Israel conducts joint missile interception test with US in Mediterranean

The US and Israeli Tuesday, Sept. 3, carried out a joint anti-missile missile test in the Mediterranean to prepare for a possible Syrian-Hizballah attack on Israel and Jordan in retaliation for the planned US military strike on Syria. US and Israel officials reported that the Israeli Ankor (Sparrow) was used as the target missile for testing the interceptors.
According to debkafile’s military sources, the test demonstrated that since delaying his planned strike on Syria last Saturday, President Barack Obama has revised his plans and instead of  “a narrow, limited” attack is contemplating a broader offensive for degrading the Assad regime. The arrival of the USS Nimitz aircraft carrier in the Red Sea is further evidence of this intention.
The missile trial also indicates an updated US-Israeli consensus that Iran, Syrian and Hizballah mean business by the mounting level of the threats to fire missiles at Israel, Jordan and Turkey if the Americans go through with their strike against Syria.
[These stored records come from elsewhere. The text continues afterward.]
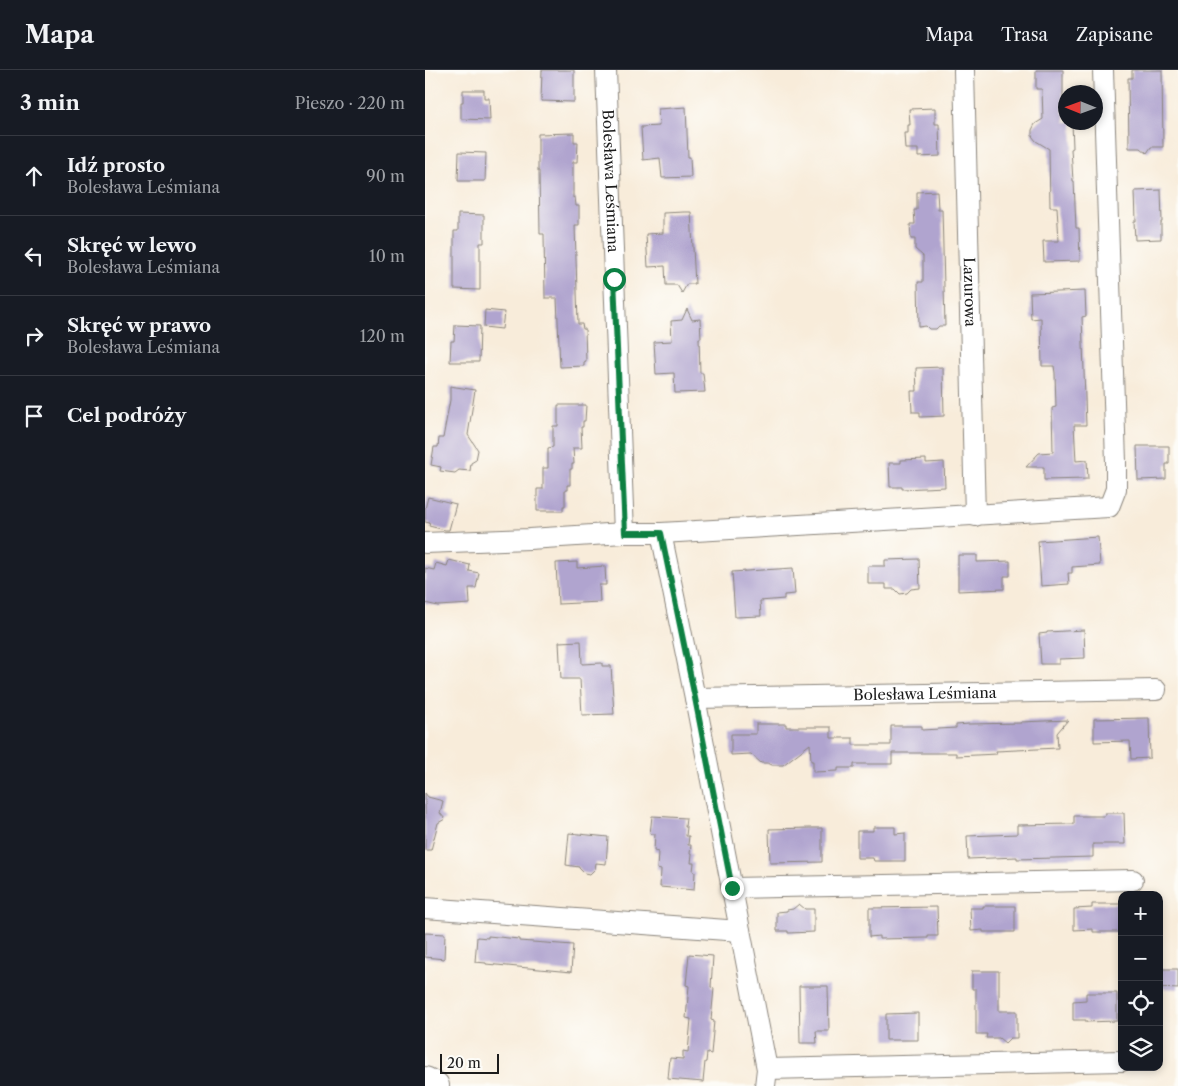 <!DOCTYPE html>
<html lang="pl">
<meta charset="utf-8">
<style>
:root{--surface:#171b24;--page:#20242c;--text:#f1f3f6;--muted:#9ea1a6;--line:#363941}
body{margin:0;font-family:"Libre Caslon Text",serif;background:var(--page);color:var(--text)}
.controls{position:absolute;right:15px;bottom:15px;display:grid;overflow:hidden;border-radius:10px;box-shadow:0 2px 8px #0003}
.controls button{width:45px;height:45px;display:grid;place-items:center;padding:0;border:0;border-bottom:1px solid var(--line);background:var(--surface);color:var(--text);font:25px sans-serif}
.compass{position:absolute;left:633px;top:15px;width:45px;height:45px;border-radius:50%;background:var(--surface);box-shadow:0 2px 8px #0003;rotate:271deg}
.scale{position:absolute;left:15px;bottom:12px;width:59px;box-sizing:border-box;padding-left:5px;border:2px solid #1c1c1c;border-top:0;font-size:14px;line-height:18px;white-space:nowrap;color:#1c1c1c;-webkit-text-stroke:4px #fdfcf7;paint-order:stroke}
.stop{position:absolute;width:15px;height:15px;margin:-11px;border:4px solid #0b8043;border-radius:50%;background:#fff}
.stop.end{background:#0b8043;border-color:#fff;box-shadow:0 1px 5px #0008}
.list{margin:0;padding:0;list-style:none}
h2{display:flex;justify-content:space-between;align-items:center;height:65px;margin:0;padding:0 20px;font-size:21px}
h2 small{font-size:16px;font-weight:400;color:var(--muted)}
.list li{display:grid;grid-template-columns:32px 1fr auto;gap:15px;align-items:center;box-sizing:border-box;height:80px;padding:0 20px;border-top:1px solid var(--line)}
.list b{display:block;font-size:19px;white-space:nowrap}
.list p{margin:0;font-size:16px;white-space:nowrap;color:var(--muted)}
.list em{font-size:16px;font-style:normal;color:var(--muted)}
.icon{flex:none;width:28px;height:28px;fill:none;stroke:currentColor;stroke-width:2;stroke-linecap:round;stroke-linejoin:round}
.map{position:relative;flex:none;width:753px;height:1016px;overflow:hidden}
header{display:flex;align-items:center;gap:30px;box-sizing:border-box;height:70px;padding:0 25px;background:var(--surface);border-bottom:1px solid var(--line)}
header strong{font-size:24px}
nav{display:flex;gap:28px;margin-inline-start:auto;font-size:18px}
main{display:flex}
aside{flex:1;background:var(--surface)}
.map>svg:first-child{display:block}
.building{fill:#b0a4cf}
.lines{fill:none;stroke-linecap:round;stroke-linejoin:round}
.minor-casing{stroke:#8a847b;stroke-width:22}
.secondary-casing{stroke:#8a847b;stroke-width:30}
.minor{stroke:#fff;stroke-width:20}
.secondary{stroke:#fff;stroke-width:28}
.route{stroke:#0b8043;stroke-width:6}
.labels{text-anchor:middle;stroke-width:5;stroke-linejoin:round;paint-order:stroke}
.street-label{font-size:15px;fill:#1c1c1c;stroke:#fdfcf7}
</style>
<header>
<strong>Mapa</strong>
<nav><a>Mapa</a><a>Trasa</a><a>Zapisane</a></nav>
</header>
<main>
<aside>
<h2>3 min<small>Pieszo · 220 m</small></h2>
<ul class="list">
<li><svg class="icon" aria-label="ahead" viewBox="0 0 24 24"><path d="M12 20V5M6 11l6-6 6 6"/></svg><div><b>Idź prosto</b><p>Bolesława Leśmiana</p></div><em>90 m</em></li>
<li><svg class="icon" aria-label="left" viewBox="0 0 24 24"><path d="M17 20v-9H6M10 6l-5 5 5 5"/></svg><div><b>Skręć w lewo</b><p>Bolesława Leśmiana</p></div><em>10 m</em></li>
<li><svg class="icon" aria-label="right" viewBox="0 0 24 24"><path d="M7 20v-9h11M14 6l5 5-5 5"/></svg><div><b>Skręć w prawo</b><p>Bolesława Leśmiana</p></div><em>120 m</em></li>
<li><svg class="icon" aria-label="arrive" viewBox="0 0 24 24"><path d="M6 21V4h12l-3 4 3 4H6"/></svg><div><b>Cel podróży</b></div></li>
</ul>
</aside>
<div class="map">
<svg width="753" height="1016" viewBox="0 0 753 1016">
<rect width="100%" height="100%" fill="#fdfcf7"/>
<filter id="ink" filterUnits="userSpaceOnUse"><feTurbulence type="fractalNoise" baseFrequency=".02" numOctaves="2"/><feDisplacementMap in="SourceGraphic" scale="10" xChannelSelector="R" yChannelSelector="G"/><feConvolveMatrix kernelMatrix="1 2 1 2 8 2 1 2 1" color-interpolation-filters="sRGB"/></filter>
<filter id="wash" filterUnits="userSpaceOnUse"><feTurbulence type="fractalNoise" baseFrequency=".0096" numOctaves="4" result="noise"/><feDisplacementMap in="SourceGraphic" scale="20" xChannelSelector="R" yChannelSelector="G"/><feGaussianBlur stdDeviation="1.12" result="paint"/><feColorMatrix in="noise" values="0 0 0 0 0 0 0 0 0 0 0 0 0 0 0 0 0 1.4 0 .05"/><feComposite in="paint" operator="in"/></filter>
<g filter="url(#wash)">
<rect width="100%" height="100%" fill="#f8ecda"/>
<g id="blocks">
<g class="building">
<path d="M117 0H149V32L116 31Z"/>
<path d="M611 0H638V44H640V52H647L648 78 646 79 648 111H649L651 158H654L655 191 619 192 618 171H634L632 137H625L624 79 611 71 607 66V60L610 54 618 49 617 19H611Z"/>
<path d="M707 0H737L738 77H726L722 83 716 78H704L703 8H707Z"/>
<path d="M38 20H59V28H64L65 50 36 49V32H38Z"/>
<path d="M261 37 263 87H265L266 107 237 108 235 88 218 90 216 57 234 56 233 39Z"/>
<path d="M510 38V54H514L515 86 493 87V79H480L479 63H483V55H485L484 39Z"/>
<path d="M149 63V72H153L152 92H148V128L150 127 151 136H154V155H150L153 254H157L158 259H160L161 291 159 292V296L135 297 132 228H120L119 164H115L114 101H113V64Z"/>
<path d="M34 82 61 83 60 111H33Z"/>
<path d="M736 120 737 152H736V169L710 170 709 151H711L710 121Z"/>
<path d="M512 121 513 139H517L520 256H514L511 259H504L501 256 494 257 493 212H498V186L490 179V169H486L485 154H490L489 140H492V122Z"/>
<path d="M259 142H266L270 214H262L257 223 252 215H241L240 196 223 197 221 164 238 163V143Z"/>
<path d="M33 144 59 145V173H55V220L29 219V161H33Z"/>
<path d="M660 221 661 246 657 247 661 355H649L651 391 662 390 663 409 619 410V397H601L614 383 628 382 627 338 631 337 630 303 629 296H617L616 248 606 249 605 223Z"/>
<path d="M262 239 267 250 275 249 276 268H274L275 303H278L280 322 250 323 249 303 231 304 229 272 247 271 246 251 257 250Z"/>
<path d="M60 240 79 242 77 259 59 257Z"/>
<path d="M30 255 55 256 54 292H25L26 271H29Z"/>
<path d="M518 297 519 346 495 347V342H487L486 321H492L491 298Z"/>
<path d="M25 316 50 320 43 365 53 380 51 390 46 393 45 401 34 400 30 403 15 401 16 397 6 395 9 377H13L14 368H18L25 330Z"/>
<path d="M133 335H161L160 351H158V357H156L157 378H148L149 394H147V399H145V415H142V420H140V436H138V441H112V419H118V398H123V378L128 377V356H133Z"/>
<path d="M712 376H744V394H741V409L713 410Z"/>
<path d="M501 389V393L519 392 520 417 477 419V417H465L464 393H476V390Z"/>
<path d="M3 427 31 434 24 460H20L4 456 5 453 0 452V439Z"/>
<path d="M673 467 675 495 647 497V503H643L644 514 616 516 613 471Z"/>
<path d="M533 485H552V492L585 491V506H579V519L533 521Z"/>
<path d="M494 489 495 518 486 519 482 523 475 524 470 519H461V514H443V496H460V490Z"/>
<path d="M24 490 45 495 44 501 54 503 51 518H44L45 534 13 536 0 533V498L9 500 11 493 22 496Z"/>
<path d="M152 492V498L180 496 181 515H174L175 532 133 534 131 493Z"/>
<path d="M368 498 370 524 359 525V529L335 531 336 546 310 547 307 502Z"/>
<path d="M659 560 660 588 634 589V594H616L614 564 622 563V562Z"/>
<path d="M156 571 157 594 177 593V596H186L189 644 157 645 155 609H136L134 572Z"/>
<path d="M724 648 725 688 706 689 705 671 669 672V649Z"/>
<path d="M643 650 632 663 633 678 571 681 572 684 531 686V683H467V694H429V698H413V701L388 702V691H386L385 674 358 695H347L343 693H336L326 684 306 685V664H331V654H361V657H406V668H428V675H466V656H497V660L531 658V655L544 654 596 653V652Z"/>
<path d="M0 723 3 727 18 731 15 743 20 749 13 753 6 780H0Z"/>
<path d="M680 743H699L700 774H668V787L592 789V787L543 789 542 766 592 764V755L649 754V746H680Z"/>
<path d="M227 746 261 748 260 757H262L261 766H264L263 775H266L265 784H267L266 793H269L268 801 270 802 269 820 235 817 236 800 232 799 233 782 229 781 230 764H225Z"/>
<path d="M448 757H470V764L480 763V791H449L448 788H432V761H448Z"/>
<path d="M385 758H397V792L345 793 344 759Z"/>
<path d="M144 763 183 767 181 794 171 793 170 799 165 804 159 803 154 798V797L141 795Z"/>
<path d="M374 834 380 839H389V862L363 863V861H352V842L362 841V840L368 839Z"/>
<path d="M667 834H697V862H668V859L649 860V839L667 838Z"/>
<path d="M558 836H590V862H558V860L546 861 545 838H558Z"/>
<path d="M512 837 513 866H503V868L454 869V866L444 867V838Z"/>
<path d="M0 863 20 864 19 889 0 887Z"/>
<path d="M63 866 94 869V871L148 875 146 902 61 894V893L50 892 52 867 63 868Z"/>
<path d="M264 884 288 886 286 917 289 918 286 950 289 951 286 984 282 983 281 992H280L278 1012 243 1009 245 988 258 989V981L263 982 266 949 261 948 264 916 261 915Z"/>
<path d="M734 899H753V919L734 918Z"/>
<path d="M547 901H574V941H592V968H585L580 973 574 968H561L562 964H551V919H547Z"/>
<path d="M374 916H403L404 961H391L392 973H375Z"/>
<path d="M661 923H692V951L661 952V950H648V931L661 930Z"/>
<path d="M493 943V970H461V944Z"/>
</g>
</g>
</g>
<g filter="url(#ink)">
<use href="#blocks" fill-opacity="0" stroke="#8a847b" stroke-width="1"/>
<g class="lines">
<defs>
<g id="minor">
<path id="s1" d="M181 0 199 463"/>
<path id="s2" d="M539 0 550 446"/>
<path d="M236 463 270 628 342 999 340 1016"/>
<path d="M0 473 104 469 199 463H236L684 437 691 419V392L678 0"/>
<path id="s3" d="M270 628 731 620"/>
<path d="M307 818 708 810"/>
<path d="M0 838 315 861"/>
<path d="M342 999 697 991"/>
</g>
<path id="secondary" d="M0 1011 10 1016"/>
</defs>
<use href="#minor" class="minor-casing"/>
<use href="#secondary" class="secondary-casing"/>
<use href="#minor" class="minor"/>
<use href="#secondary" class="secondary"/>
</g>
</g>
<g class="lines" filter="url(#ink)">
<path class="route" d="M189 209 200 463H236L270 628 307 818"/>
</g>
<g class="labels">
<g class="street-label">
<text dy="5" stroke="none"><textPath href="#s1" startOffset="111">Bolesława Leśmiana</textPath></text>
<text dy="5" stroke="none"><textPath href="#s2" startOffset="222">Lazurowa</textPath></text>
<text dy="5" stroke="none"><textPath href="#s3" startOffset="230">Bolesława Leśmiana</textPath></text>
</g>
</g>
</svg>
<div class="controls">
<button>+</button>
<button>−</button>
<button><svg class="icon" aria-label="locate" viewBox="0 0 24 24"><circle cx="12" cy="12" r="6"/><path d="M12 2v4M12 18v4M2 12h4M18 12h4"/></svg></button>
<button><svg class="icon" aria-label="layers" viewBox="0 0 24 24"><path d="M12 4l9 5-9 5-9-5zM3 14l9 5 9-5"/></svg></button>
</div>
<svg class="compass" viewBox="-18 -18 36 36"><path d="M0-13l5 13h-10z" fill="#e53935"/><path d="M0 13l5-13h-10z" fill="#9ea1a6"/></svg>
<div class="scale">20 m</div>
<div class="stop" style="left:189px;top:209px"></div>
<div class="stop end" style="left:307px;top:818px"></div>
</div>
</main> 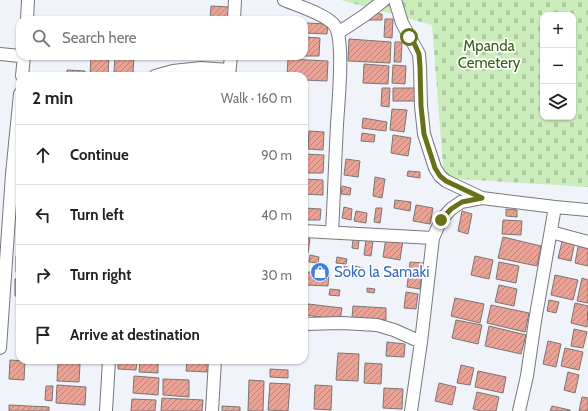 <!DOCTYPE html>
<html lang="en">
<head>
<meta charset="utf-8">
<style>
	:root { --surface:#fff; --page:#f6f6f6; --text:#222; --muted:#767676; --line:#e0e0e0 }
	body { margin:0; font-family:Cabin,sans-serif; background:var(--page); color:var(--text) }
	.controls { position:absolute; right:12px; top:12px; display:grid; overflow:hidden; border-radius:8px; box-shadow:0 1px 3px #0004 }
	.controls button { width:36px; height:36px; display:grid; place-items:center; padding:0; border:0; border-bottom:1px solid var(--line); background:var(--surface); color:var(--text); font:20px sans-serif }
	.stop { position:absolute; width:12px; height:12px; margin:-9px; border:3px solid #68711a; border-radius:50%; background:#fff }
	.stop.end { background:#68711a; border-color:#fff; box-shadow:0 1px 4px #0008 }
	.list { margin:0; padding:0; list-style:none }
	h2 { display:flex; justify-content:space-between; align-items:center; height:52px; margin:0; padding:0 16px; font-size:17px }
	h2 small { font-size:13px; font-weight:400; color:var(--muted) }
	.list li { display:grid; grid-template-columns:26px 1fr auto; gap:12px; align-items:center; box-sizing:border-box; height:60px; padding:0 16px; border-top:1px solid var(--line) }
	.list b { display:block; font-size:15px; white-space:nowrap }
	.list em { font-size:13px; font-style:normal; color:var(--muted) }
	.icon { flex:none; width:22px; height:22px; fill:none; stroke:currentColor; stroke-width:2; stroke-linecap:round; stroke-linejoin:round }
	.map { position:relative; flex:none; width:588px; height:411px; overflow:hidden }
	.search { position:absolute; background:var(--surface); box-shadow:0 1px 3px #0004; left:16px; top:16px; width:292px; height:44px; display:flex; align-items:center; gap:10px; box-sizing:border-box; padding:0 14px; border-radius:12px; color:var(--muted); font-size:15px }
	.panel { position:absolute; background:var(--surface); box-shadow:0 1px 3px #0004; left:16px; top:72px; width:292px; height:292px; border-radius:12px }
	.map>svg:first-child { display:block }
	.cemetery { fill:url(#cemetery-stones); fill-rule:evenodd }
	.building { fill:url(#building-hatch); stroke:#7c7573 }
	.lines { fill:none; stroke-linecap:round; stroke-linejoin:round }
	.street-casing { stroke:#76787e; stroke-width:14 }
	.street { stroke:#fff; stroke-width:12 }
	.route { stroke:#68711a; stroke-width:5 }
	.labels { text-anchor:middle; stroke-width:3.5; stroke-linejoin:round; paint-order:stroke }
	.park-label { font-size:15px; fill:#356216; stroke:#fff }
	.shop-label { font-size:15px; fill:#366cbe; stroke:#fff; text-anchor:start }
</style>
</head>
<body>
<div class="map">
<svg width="588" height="411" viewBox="0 0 588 411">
	<defs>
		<pattern id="cemetery-stones" width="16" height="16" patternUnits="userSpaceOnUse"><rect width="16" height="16" fill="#cbecbb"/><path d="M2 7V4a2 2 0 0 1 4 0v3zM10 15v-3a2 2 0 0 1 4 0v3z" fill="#aecaa1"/></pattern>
		<pattern id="building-hatch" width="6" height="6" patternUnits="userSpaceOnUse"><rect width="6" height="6" fill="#e9a396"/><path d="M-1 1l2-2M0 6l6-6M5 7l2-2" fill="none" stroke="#bc847a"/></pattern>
	</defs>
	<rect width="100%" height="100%" fill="#f0f3f9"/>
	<!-- cemetery -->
	<path class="cemetery" d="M341,0H588V187L444,178L432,25ZM543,15H573V117H543Z"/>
	<!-- building -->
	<path class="building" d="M211,6L229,7L228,20H210Z
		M369,13L382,14V20H369Z
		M385,19H393L392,38L384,37Z
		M306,23L328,24L327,34L305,33Z
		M304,37L320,38L319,56H304Z
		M349,39L391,42L390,63L348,61Z
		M395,42H402L401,62H394Z
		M91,56H109L108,76H90Z
		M115,56H134L133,73L114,72Z
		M288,59L328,61L327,81L304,80V76H287Z
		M364,64L389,66L388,84L363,83Z
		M393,65L406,66L405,84L392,83Z
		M67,70L85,71V76H67Z
		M382,88H390L389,107L381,106Z
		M393,88H415V101H393Z
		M392,109L407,110L404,132L390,130Z
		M363,118L387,122L386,131L362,128Z
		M309,131L324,132L323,150L308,149Z
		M362,133L375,135L374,142L361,141Z
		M393,135L411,138L408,156L391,153Z
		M304,154L324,155L323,173H304Z
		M346,159L360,161L358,177L344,175Z
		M408,171L420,172V178L407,176Z
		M375,177L385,179L382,198L373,196Z
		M304,179L323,180V195L304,194Z
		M342,186L351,188L350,195L341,194Z
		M395,200L411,202L410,211L394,208Z
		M416,205L433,208L430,224L413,221Z
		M19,207H20V226H18Z
		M344,207L352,209L351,220L342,218Z
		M304,208L321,209L320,220H304Z
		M376,208H382L380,223L374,222Z
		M506,209L517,210V217L506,216Z
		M356,211L367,213L366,223L354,221Z
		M462,211L472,214L468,234L458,231Z
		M503,220L522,221L521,235L502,234Z
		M19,232H20V249H18Z
		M503,237L541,246L537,266L498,258Z
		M304,238L310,239L308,253H304Z
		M386,238L403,240L400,260L383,257Z
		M563,238L575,241L571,261L558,258Z
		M353,239L359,240L358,249L352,248Z
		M366,240L373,241L371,256L364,255Z
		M579,242L588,245V266L575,263Z
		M310,255L319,257L318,263L309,262Z
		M16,256H20V273L16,272Z
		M475,256L493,260L489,279L471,275Z
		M337,257L347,259L346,264L336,263Z
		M410,262L423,263L420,289L407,287Z
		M499,262L519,266L516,283L496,279Z
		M338,266L348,267L347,272L337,270Z
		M354,266L364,268V272L354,271Z
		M307,272L329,273L328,286L306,285Z
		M555,275L578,280L573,300L551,295Z
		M582,278L588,280V303L577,301Z
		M15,279H20V296H15Z
		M499,285L517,289L514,306L495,302Z
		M367,288L375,289L374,293L367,292Z
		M330,289L340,290L339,296L329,295Z
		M406,292L418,294L416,309L404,308Z
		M455,298L484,304L480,323L451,316Z
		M549,300L559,302L556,313L547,311Z
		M575,303L588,306L587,327L571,323Z
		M308,304L342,308L340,320L306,315Z
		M491,305L529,313L525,332L487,323Z
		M353,306L386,308V320L352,318Z
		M456,320L482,325L478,344L452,338Z
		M489,326L526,335L521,354L485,346Z
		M574,329L587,332L583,348L571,346Z
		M548,341L561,344L556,367L543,364Z
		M387,342L405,344L404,357L386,356Z
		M565,348L583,352L579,370L561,366Z
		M338,353L359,354L358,381L336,380Z
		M10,360L25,361L24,380L9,379Z
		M118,360H137L136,370L118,369Z
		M140,360H158V373L139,372Z
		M187,360H207V372L186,371Z
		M58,362L80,364L79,382L57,381Z
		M365,363L382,364L381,384L364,383Z
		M461,365L474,368L470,385L457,383Z
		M270,369L288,370V378L270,377Z
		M478,371L506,377L503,393L475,387Z
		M568,372L579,375L575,393L564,390Z
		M134,376L159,378L158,395L133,393Z
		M163,379L189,380V397L163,395Z
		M249,380L264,381L263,411H248Z
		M270,383L290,384L288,411L268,410Z
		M439,383L456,387L452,405L435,401Z
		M57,385L86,387L85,405L56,403Z
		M315,385L332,386L331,410L314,409Z
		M46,386H53L52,401L45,400Z
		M384,388L403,389L402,409L383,408Z
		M477,392L499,397L496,411H481L473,409Z
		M582,397L588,398V411H579Z
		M162,398L203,400L202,411H161Z
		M132,399L156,400L155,411H131Z
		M9,405L49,407V411H9Z
		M222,406L240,407V411H222Z
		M552,406L570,410V411H550Z"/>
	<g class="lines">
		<defs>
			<path id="street" d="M284,0C296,5 328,15 335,26C345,41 338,105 337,125C335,161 334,197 332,232
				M395,0L402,23L419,54L420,67L421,106L424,134L435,168L440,176L446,181L482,198
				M27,20L28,0
				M234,20L235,0
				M338,33L365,15L384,0
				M0,54L20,56
				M22,76L24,56
				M155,76L173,71L201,68L229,70
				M229,76L231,56
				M304,231L433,238
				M551,232L588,242
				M304,324L342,323L377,325L394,330L421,342
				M0,348L12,174L20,94
				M106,411L109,360
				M212,411L215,360
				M411,411L421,342L433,238L441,220L451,209L461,202L482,198L555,207L588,210
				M519,411L527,376L535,321L555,207"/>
		</defs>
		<!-- street casing -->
		<use href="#street" class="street-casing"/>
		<!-- street -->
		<use href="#street" class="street"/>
	</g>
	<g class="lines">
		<!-- route -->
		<path class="route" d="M409,37L414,43L419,54L420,67L421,106L424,134L435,168L440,176L446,181L482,198L462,202L451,209L441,220"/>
	</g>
	<!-- icons -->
	<defs>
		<symbol id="shop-disc" viewBox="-11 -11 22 22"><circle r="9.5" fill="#3f7fe0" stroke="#fff"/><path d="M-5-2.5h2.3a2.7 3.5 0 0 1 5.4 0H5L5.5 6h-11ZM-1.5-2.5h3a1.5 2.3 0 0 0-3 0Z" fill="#fff"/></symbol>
	</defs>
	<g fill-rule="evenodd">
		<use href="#shop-disc" x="309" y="261" width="22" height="22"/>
	</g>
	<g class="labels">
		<!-- park labels -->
		<g class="park-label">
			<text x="489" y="51">Mpanda<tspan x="489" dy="17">Cemetery</tspan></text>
		</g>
		<!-- shop labels -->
		<g class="shop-label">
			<text x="334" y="277">Soko la Samaki</text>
		</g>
	</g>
</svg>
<div class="controls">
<button>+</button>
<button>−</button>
<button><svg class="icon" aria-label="layers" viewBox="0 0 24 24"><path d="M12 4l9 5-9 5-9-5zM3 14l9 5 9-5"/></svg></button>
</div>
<div class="stop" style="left:409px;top:37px"></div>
<div class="stop end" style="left:441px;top:220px"></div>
<div class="search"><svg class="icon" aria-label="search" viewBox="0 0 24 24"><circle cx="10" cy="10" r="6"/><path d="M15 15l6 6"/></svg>Search here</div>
<section class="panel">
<h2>2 min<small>Walk · 160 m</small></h2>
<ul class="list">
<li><svg class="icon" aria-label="ahead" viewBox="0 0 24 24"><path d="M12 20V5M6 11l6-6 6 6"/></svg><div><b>Continue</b></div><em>90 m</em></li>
<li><svg class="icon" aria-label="left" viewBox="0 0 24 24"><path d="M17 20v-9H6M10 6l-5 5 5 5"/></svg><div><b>Turn left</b></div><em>40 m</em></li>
<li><svg class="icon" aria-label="right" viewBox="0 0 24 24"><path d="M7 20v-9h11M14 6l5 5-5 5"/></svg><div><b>Turn right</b></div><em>30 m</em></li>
<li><svg class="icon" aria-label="arrive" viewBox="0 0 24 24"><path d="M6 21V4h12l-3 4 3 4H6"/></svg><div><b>Arrive at destination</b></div></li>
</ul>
</section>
</div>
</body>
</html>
Such retaliation cold lead to the Syrian conflict expanding substantially into a regional war, which Moscow, Tehran and Damascus have in the last 48 hours admitted was virtually unavoidable.
Israel has been using the Ankor as the target missile for its own and US tests of their Arrow-2 .Washington has made no mention of the joint test. It is therefore not known whether American missiles took part in the test. Neither was there any word about whether the test was successful.

Russia on Tuesday announced that its missile early warning station at Armavir on the Black Sea had detected the launch of two missiles from the central part of the Mediterranean Sea fired towards the Sea's eastern coastline. Armavir was set up to track missile launches from Europe and Iran.

According to debkafile’s military sources, US warships cruising opposite the Syrian coast and carrying Aegis anti-missile missiles, alongside Tomahawk cruise missiles ready for the strike on Syria, did take part in the test.
The practice also activated the sophisticated X-band radar system stationed in the Israeli Negev. This system is critical for identifying Iranian, Syrian or Hizballah rockets fired against Israel and Jerusalem and provide 3-5 minutes early warning of an attack.
The first report of the anti-missile test came from Moscow in a Russian Defense Ministry report that two ballistic missile launches had been detected in the Mediterranean by its Armavir early warning station on the Black Sea. President Vladimir Putin was immediately informed.  Armavir was set up to track missile launches from Europe and Iran.